___ PROVIDED RECORDS
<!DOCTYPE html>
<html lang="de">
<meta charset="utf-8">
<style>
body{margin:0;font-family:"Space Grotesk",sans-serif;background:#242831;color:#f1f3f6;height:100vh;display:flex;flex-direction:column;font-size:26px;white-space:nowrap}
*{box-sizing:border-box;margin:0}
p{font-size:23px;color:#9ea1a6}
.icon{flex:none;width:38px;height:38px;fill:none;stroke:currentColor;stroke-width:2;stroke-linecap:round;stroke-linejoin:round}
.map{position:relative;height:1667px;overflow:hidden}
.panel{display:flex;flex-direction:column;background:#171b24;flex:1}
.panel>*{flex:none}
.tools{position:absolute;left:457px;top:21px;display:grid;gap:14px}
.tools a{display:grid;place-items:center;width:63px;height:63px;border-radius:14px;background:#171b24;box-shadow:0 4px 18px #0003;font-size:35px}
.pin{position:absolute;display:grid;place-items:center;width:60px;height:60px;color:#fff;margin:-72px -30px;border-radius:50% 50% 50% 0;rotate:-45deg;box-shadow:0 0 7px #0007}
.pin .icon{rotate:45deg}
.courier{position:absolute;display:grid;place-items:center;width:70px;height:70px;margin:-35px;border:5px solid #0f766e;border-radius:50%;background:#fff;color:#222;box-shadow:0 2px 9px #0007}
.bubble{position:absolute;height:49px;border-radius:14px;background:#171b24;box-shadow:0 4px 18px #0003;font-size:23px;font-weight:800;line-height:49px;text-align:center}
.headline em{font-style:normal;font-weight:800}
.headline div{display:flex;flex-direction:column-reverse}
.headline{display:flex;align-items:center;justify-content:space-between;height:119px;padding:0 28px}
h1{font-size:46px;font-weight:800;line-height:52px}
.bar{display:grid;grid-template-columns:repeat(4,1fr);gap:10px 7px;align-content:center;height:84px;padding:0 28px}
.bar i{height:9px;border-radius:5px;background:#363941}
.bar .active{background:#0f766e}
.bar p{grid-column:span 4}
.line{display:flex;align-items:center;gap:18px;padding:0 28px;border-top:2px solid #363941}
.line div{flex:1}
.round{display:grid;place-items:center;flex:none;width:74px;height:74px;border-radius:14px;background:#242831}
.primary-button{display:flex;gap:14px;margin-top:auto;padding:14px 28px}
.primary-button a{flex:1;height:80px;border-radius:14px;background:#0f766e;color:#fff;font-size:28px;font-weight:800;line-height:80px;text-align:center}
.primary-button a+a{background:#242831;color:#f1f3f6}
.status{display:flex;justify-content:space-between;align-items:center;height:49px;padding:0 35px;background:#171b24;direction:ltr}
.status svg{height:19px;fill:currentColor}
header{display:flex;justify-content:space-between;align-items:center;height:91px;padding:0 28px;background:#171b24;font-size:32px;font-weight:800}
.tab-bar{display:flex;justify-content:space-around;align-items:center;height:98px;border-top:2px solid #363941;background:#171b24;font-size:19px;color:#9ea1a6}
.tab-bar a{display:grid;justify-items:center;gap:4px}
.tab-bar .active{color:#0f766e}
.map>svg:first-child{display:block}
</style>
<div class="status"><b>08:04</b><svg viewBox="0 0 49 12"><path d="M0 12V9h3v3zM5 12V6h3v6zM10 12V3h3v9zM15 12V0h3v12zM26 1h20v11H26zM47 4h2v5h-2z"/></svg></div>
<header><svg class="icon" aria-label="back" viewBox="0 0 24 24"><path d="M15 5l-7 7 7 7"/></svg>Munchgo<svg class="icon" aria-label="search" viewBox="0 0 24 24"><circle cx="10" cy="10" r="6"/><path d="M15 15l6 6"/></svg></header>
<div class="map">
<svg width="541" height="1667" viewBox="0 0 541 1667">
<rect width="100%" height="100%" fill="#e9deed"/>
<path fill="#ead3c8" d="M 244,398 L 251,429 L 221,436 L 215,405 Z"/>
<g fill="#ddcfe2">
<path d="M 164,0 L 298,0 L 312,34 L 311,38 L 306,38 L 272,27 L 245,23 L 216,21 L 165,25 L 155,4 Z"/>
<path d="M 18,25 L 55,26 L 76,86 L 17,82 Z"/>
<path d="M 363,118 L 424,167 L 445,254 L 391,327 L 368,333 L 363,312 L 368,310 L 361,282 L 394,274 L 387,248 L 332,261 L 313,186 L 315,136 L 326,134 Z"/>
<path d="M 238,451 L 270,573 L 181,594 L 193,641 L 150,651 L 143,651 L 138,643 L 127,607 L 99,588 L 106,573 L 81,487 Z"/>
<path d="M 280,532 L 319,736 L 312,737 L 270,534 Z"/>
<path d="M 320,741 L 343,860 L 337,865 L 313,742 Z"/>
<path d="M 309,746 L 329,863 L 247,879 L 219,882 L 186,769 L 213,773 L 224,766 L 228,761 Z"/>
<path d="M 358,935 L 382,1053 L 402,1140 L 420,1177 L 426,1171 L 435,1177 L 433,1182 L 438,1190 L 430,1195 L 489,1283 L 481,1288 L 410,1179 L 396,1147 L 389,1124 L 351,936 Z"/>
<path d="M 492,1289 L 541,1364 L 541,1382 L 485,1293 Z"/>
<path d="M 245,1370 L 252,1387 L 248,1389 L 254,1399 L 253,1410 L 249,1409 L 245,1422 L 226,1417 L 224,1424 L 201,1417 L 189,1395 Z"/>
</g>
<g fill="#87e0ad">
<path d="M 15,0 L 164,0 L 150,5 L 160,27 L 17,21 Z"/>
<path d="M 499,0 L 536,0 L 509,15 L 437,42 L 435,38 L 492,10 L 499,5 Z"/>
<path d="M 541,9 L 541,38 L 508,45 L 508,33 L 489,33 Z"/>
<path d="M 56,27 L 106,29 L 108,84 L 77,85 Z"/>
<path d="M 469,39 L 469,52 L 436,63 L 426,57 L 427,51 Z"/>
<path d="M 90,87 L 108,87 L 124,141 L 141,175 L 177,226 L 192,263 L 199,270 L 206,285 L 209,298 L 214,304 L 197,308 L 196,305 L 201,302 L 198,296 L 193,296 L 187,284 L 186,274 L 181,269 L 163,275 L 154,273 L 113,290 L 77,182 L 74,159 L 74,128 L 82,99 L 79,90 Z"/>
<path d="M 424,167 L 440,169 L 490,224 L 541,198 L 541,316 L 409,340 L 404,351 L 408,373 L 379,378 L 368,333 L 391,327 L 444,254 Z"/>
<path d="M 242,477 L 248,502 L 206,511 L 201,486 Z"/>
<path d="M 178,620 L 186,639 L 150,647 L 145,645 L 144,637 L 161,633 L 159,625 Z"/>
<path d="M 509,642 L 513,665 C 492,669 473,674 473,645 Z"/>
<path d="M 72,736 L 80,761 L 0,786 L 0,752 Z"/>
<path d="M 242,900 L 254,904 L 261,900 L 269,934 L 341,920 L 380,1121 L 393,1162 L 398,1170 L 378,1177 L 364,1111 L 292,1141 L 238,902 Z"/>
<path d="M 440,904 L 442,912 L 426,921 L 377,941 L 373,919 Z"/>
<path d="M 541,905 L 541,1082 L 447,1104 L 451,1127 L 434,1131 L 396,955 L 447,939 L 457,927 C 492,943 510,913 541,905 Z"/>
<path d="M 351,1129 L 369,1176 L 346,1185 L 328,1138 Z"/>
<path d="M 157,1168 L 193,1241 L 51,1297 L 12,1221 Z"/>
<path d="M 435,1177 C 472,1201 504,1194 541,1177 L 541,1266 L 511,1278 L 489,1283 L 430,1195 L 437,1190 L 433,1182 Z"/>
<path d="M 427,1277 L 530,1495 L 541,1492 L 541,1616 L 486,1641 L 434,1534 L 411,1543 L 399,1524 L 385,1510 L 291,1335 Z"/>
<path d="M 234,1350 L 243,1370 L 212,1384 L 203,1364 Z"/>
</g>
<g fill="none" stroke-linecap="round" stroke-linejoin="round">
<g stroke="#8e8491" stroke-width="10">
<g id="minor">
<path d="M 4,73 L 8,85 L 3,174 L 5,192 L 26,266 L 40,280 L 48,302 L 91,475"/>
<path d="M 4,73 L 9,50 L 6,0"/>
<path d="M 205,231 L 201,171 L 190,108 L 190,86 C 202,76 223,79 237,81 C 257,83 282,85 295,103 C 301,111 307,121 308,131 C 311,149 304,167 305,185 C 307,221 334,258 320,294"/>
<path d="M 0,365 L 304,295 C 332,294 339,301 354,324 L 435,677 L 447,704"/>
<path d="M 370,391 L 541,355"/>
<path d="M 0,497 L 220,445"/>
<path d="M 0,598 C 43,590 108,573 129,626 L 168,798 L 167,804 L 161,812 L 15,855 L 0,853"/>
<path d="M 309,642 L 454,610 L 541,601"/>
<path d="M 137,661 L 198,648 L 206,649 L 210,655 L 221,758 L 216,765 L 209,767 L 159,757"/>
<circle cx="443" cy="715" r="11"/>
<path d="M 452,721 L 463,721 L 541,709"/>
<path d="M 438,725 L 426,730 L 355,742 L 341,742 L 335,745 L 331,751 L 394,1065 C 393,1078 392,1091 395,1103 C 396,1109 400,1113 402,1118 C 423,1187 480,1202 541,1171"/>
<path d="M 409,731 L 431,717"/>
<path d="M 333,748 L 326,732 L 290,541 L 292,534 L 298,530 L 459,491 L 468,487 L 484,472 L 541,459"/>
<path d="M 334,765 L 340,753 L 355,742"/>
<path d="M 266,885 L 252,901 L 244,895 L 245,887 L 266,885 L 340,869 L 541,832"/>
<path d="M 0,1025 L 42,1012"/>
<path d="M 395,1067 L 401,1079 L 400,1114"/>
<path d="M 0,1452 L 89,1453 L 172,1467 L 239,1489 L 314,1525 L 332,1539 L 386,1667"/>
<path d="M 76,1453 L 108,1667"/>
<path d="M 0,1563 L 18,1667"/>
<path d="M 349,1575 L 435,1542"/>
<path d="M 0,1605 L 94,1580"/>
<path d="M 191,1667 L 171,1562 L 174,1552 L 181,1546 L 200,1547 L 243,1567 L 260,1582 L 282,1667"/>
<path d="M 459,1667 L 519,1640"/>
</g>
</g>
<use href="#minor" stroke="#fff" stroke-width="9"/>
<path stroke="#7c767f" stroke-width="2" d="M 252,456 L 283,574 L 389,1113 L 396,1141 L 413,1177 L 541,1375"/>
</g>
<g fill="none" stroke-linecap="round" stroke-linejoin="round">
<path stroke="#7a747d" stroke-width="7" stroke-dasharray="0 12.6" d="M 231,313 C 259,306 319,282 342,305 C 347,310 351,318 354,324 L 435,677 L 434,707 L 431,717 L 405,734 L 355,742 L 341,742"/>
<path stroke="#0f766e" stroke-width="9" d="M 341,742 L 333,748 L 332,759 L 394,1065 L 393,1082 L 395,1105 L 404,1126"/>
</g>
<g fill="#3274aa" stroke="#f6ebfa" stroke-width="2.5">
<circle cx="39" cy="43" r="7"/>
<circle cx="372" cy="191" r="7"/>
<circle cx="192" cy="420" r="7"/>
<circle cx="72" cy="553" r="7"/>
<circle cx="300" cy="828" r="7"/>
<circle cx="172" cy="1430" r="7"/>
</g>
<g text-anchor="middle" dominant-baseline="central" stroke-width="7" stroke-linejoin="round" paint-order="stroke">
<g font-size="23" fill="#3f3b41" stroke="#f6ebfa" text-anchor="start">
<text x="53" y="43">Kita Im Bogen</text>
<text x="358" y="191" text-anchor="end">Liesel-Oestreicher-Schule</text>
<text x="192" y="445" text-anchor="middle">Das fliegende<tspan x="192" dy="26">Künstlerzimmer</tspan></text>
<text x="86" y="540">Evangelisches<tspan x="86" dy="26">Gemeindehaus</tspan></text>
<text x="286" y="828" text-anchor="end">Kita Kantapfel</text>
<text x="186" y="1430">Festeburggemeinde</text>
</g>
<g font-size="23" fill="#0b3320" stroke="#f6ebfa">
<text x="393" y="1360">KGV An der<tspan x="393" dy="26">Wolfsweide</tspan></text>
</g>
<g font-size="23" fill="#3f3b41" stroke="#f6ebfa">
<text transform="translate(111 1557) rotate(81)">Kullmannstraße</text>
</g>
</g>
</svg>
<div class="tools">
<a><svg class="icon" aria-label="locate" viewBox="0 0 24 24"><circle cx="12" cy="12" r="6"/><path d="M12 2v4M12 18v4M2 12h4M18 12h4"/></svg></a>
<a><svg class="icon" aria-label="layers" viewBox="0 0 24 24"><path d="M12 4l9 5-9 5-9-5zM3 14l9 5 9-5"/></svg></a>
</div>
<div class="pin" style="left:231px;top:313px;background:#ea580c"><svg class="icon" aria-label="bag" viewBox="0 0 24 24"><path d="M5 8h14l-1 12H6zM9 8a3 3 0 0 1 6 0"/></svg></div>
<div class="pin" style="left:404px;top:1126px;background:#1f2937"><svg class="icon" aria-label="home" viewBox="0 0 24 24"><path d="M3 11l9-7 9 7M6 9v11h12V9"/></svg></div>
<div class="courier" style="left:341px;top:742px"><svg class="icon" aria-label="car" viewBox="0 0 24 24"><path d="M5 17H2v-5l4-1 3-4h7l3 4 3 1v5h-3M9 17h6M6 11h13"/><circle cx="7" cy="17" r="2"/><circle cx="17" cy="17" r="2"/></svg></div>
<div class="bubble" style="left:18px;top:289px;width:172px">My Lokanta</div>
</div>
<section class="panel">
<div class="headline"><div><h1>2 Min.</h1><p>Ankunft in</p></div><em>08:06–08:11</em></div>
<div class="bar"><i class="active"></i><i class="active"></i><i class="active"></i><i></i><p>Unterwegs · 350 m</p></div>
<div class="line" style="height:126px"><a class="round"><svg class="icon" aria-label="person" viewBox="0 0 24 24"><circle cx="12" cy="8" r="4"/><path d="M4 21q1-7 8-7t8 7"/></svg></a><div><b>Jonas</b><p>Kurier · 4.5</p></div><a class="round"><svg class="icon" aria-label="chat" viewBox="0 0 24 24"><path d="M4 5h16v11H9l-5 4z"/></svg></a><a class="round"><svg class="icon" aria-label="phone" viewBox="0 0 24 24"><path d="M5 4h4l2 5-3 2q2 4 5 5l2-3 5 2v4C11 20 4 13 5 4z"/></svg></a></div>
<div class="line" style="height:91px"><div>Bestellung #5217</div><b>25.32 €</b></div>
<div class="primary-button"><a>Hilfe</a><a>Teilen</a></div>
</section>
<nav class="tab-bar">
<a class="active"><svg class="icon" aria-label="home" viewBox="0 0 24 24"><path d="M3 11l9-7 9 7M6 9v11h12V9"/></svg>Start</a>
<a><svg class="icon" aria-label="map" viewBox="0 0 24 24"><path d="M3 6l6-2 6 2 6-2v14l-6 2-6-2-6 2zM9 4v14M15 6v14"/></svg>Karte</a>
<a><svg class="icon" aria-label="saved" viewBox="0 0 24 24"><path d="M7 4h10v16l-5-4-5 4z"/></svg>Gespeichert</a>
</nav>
______
Every line that contains "absolute" should be copied out of the data.

● **TASK SOLUTION**:
.tools{position:absolute;left:457px;top:21px;display:grid;gap:14px}
.pin{position:absolute;display:grid;place-items:center;width:60px;height:60px;color:#fff;margin:-72px -30px;border-radius:50% 50% 50% 0;rotate:-45deg;box-shadow:0 0 7px #0007}
.courier{position:absolute;display:grid;place-items:center;width:70px;height:70px;margin:-35px;border:5px solid #0f766e;border-radius:50%;background:#fff;color:#222;box-shadow:0 2px 9px #0007}
.bubble{position:absolute;height:49px;border-radius:14px;background:#171b24;box-shadow:0 4px 18px #0003;font-size:23px;font-weight:800;line-height:49px;text-align:center}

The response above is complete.